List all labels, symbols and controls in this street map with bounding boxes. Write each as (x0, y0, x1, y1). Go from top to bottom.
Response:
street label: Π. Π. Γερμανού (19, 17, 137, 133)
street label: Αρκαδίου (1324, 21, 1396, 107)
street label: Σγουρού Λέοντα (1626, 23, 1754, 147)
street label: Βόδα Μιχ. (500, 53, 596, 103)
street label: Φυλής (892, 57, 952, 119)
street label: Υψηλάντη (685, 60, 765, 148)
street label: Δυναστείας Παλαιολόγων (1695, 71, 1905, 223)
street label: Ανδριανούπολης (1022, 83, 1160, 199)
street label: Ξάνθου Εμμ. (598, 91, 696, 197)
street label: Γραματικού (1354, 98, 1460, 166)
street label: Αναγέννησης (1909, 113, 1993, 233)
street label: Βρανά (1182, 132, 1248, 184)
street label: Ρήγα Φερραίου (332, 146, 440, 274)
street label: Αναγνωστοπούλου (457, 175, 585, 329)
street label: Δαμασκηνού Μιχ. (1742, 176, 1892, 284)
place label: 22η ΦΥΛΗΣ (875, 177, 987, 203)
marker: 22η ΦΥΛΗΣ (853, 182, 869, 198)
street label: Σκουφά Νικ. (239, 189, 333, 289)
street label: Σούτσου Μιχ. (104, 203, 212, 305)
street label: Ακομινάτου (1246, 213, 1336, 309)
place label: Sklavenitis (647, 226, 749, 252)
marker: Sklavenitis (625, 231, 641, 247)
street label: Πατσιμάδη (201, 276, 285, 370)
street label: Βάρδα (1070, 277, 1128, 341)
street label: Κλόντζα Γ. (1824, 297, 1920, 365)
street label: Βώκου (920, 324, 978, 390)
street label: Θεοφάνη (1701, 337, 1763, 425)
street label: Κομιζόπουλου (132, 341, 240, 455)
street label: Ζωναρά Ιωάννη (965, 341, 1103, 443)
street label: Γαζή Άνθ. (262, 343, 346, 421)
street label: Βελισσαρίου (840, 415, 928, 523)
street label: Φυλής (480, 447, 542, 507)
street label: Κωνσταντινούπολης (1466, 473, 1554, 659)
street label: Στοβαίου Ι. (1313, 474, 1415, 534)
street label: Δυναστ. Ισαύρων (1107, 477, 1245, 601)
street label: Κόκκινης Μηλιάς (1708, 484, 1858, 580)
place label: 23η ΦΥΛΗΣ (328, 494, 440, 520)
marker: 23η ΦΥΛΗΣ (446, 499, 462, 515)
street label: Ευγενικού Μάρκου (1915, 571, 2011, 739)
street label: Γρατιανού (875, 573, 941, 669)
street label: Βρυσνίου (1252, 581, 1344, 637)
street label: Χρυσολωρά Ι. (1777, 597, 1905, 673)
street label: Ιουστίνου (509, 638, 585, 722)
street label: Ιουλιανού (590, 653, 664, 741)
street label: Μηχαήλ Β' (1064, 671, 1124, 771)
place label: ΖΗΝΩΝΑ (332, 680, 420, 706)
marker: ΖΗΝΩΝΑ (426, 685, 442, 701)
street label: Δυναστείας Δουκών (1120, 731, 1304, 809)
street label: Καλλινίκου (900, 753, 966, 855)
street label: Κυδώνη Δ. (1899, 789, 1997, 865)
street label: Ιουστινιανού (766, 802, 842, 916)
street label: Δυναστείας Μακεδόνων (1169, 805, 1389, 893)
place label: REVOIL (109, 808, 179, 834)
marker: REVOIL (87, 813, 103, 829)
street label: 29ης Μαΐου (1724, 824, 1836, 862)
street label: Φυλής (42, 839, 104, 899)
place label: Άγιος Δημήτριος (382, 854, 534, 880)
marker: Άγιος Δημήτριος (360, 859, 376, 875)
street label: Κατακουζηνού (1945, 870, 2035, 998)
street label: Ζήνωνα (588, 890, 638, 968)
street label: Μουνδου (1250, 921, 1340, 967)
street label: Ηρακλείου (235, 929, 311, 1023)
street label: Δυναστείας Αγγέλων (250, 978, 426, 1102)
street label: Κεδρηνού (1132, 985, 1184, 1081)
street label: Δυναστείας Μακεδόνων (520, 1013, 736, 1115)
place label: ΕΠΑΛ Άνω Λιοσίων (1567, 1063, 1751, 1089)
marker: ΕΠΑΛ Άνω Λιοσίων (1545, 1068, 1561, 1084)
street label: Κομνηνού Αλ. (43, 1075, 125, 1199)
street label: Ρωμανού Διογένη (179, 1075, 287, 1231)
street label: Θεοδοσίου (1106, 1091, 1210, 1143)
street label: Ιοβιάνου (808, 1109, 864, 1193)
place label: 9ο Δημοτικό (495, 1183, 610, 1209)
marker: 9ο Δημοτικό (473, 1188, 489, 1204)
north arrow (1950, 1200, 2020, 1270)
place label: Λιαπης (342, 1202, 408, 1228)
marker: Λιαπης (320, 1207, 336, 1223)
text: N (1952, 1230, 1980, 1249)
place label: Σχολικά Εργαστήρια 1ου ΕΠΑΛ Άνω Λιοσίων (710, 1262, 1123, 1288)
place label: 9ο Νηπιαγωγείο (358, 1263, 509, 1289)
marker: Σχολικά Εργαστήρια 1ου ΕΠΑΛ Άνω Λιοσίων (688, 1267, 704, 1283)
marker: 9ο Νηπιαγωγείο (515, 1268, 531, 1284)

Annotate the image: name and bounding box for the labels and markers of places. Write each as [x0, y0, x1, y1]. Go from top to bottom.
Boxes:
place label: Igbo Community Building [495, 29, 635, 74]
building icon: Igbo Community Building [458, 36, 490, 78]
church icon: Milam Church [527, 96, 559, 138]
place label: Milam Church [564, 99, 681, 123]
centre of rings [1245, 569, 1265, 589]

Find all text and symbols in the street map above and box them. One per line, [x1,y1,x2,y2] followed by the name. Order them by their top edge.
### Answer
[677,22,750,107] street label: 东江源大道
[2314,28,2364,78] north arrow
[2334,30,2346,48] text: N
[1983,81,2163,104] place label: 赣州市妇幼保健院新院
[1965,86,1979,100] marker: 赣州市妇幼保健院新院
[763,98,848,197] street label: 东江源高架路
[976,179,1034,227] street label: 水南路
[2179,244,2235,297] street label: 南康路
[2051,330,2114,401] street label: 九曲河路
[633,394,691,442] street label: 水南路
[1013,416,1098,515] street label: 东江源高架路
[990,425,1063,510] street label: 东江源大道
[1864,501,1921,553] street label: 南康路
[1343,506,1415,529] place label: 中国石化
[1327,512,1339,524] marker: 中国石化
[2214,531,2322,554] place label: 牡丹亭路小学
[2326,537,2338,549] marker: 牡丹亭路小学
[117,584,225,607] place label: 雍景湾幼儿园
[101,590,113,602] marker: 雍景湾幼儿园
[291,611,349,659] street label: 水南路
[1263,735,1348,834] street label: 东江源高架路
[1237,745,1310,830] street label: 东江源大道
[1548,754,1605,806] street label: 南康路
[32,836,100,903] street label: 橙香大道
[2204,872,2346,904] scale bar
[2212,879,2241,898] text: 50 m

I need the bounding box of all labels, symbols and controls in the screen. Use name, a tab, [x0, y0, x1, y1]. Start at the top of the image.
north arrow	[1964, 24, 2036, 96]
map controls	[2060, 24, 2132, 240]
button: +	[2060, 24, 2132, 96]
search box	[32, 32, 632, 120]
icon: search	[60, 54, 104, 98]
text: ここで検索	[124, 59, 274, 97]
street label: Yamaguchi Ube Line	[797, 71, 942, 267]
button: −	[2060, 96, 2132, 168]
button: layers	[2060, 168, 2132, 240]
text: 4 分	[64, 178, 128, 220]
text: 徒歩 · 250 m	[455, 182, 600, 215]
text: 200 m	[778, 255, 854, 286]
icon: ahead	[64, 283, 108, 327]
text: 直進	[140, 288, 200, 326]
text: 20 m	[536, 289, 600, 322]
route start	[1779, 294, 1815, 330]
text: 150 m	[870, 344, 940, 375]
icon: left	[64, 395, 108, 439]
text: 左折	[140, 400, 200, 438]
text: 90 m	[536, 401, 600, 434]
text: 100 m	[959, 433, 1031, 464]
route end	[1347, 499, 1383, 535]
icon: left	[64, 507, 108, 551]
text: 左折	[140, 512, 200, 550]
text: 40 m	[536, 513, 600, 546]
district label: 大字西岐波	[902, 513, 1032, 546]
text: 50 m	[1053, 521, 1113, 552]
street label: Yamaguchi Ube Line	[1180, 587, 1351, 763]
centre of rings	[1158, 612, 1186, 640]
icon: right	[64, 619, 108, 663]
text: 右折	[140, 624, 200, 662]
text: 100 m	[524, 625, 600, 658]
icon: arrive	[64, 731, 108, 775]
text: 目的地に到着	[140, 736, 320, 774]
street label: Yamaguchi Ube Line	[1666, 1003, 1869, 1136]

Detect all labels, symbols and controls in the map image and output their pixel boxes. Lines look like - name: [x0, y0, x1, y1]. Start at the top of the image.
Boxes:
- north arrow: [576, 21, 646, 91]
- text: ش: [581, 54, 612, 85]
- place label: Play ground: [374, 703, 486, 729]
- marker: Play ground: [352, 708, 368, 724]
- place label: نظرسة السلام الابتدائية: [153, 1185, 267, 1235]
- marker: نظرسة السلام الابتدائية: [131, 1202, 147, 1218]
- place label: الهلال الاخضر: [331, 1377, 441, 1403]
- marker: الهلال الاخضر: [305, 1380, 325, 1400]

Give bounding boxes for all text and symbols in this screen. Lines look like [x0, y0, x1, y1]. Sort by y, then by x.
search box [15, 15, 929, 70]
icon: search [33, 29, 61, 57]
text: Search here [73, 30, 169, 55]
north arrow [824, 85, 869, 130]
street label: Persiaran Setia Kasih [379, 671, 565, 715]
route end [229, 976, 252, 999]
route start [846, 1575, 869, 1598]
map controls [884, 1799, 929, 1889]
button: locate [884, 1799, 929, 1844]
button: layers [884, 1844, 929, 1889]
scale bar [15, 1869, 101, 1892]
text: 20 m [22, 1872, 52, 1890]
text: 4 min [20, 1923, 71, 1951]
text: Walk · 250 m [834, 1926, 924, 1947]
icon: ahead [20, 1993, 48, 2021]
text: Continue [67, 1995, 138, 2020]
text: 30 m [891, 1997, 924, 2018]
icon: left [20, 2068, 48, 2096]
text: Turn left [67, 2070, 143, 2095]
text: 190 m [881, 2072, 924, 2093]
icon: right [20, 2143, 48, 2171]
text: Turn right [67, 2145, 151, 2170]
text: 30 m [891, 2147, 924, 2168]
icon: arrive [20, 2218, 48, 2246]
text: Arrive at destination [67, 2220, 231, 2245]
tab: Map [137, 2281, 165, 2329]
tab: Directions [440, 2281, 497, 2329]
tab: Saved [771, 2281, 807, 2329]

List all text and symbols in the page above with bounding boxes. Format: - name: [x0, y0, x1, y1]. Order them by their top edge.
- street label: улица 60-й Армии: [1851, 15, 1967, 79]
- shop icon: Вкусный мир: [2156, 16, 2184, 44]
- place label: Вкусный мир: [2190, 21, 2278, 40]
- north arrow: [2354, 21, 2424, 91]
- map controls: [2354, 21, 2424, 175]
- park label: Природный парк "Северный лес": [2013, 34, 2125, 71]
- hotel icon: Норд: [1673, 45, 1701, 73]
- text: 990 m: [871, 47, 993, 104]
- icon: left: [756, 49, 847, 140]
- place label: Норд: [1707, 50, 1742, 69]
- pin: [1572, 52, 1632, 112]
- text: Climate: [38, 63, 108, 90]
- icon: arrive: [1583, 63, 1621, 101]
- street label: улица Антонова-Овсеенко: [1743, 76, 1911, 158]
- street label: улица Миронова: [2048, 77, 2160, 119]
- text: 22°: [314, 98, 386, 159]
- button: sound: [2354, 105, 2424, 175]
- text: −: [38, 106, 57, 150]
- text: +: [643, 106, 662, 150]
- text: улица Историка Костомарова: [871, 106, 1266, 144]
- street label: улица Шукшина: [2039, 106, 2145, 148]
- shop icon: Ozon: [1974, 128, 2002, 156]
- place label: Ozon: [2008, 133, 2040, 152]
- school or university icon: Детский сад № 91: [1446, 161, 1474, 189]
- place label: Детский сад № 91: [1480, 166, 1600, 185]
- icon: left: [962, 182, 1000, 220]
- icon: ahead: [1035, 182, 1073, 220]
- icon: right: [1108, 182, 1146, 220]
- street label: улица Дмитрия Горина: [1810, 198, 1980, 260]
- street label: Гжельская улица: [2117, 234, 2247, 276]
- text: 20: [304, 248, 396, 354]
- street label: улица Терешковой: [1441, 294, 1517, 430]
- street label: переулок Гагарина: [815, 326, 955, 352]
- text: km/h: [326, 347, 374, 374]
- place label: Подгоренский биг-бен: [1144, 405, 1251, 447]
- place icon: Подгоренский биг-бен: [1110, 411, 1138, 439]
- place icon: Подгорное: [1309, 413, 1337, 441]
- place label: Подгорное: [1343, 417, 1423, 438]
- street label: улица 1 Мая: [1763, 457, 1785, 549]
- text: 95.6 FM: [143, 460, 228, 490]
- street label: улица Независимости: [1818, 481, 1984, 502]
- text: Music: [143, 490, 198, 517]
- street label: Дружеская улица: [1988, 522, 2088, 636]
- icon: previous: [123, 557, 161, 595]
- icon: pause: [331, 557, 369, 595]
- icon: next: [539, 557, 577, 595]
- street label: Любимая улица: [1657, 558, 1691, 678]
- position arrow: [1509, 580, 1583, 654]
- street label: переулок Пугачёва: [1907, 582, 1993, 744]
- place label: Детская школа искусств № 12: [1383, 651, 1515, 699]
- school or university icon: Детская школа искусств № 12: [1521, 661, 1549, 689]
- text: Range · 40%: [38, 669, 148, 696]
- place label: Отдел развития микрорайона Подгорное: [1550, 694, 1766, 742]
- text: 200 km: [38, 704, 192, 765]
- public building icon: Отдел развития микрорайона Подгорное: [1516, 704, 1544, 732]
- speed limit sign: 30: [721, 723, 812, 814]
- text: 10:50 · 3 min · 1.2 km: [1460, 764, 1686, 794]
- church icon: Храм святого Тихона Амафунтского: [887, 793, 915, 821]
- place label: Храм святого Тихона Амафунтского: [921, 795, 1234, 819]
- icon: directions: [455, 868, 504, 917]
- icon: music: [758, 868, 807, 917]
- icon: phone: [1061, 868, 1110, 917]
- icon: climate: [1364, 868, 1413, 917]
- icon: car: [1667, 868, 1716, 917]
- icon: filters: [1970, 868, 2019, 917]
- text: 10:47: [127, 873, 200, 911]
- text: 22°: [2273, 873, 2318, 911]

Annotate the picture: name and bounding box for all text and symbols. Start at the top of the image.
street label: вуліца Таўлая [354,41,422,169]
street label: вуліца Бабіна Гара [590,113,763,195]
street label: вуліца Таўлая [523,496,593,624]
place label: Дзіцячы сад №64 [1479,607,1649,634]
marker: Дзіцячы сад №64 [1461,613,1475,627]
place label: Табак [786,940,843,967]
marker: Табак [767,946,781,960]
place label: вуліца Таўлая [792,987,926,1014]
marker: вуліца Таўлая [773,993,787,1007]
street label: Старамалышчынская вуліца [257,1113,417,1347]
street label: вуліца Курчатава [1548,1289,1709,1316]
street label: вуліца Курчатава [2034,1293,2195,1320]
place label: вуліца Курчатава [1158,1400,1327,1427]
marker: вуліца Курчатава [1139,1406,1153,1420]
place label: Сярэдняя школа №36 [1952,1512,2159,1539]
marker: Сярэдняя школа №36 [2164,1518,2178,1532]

++++

» Exercise instructions:
From the listing above, return every line that carries the string "Λιαπης".

» Reply:
place label: Λιαπης (342, 1202, 408, 1228)
marker: Λιαπης (320, 1207, 336, 1223)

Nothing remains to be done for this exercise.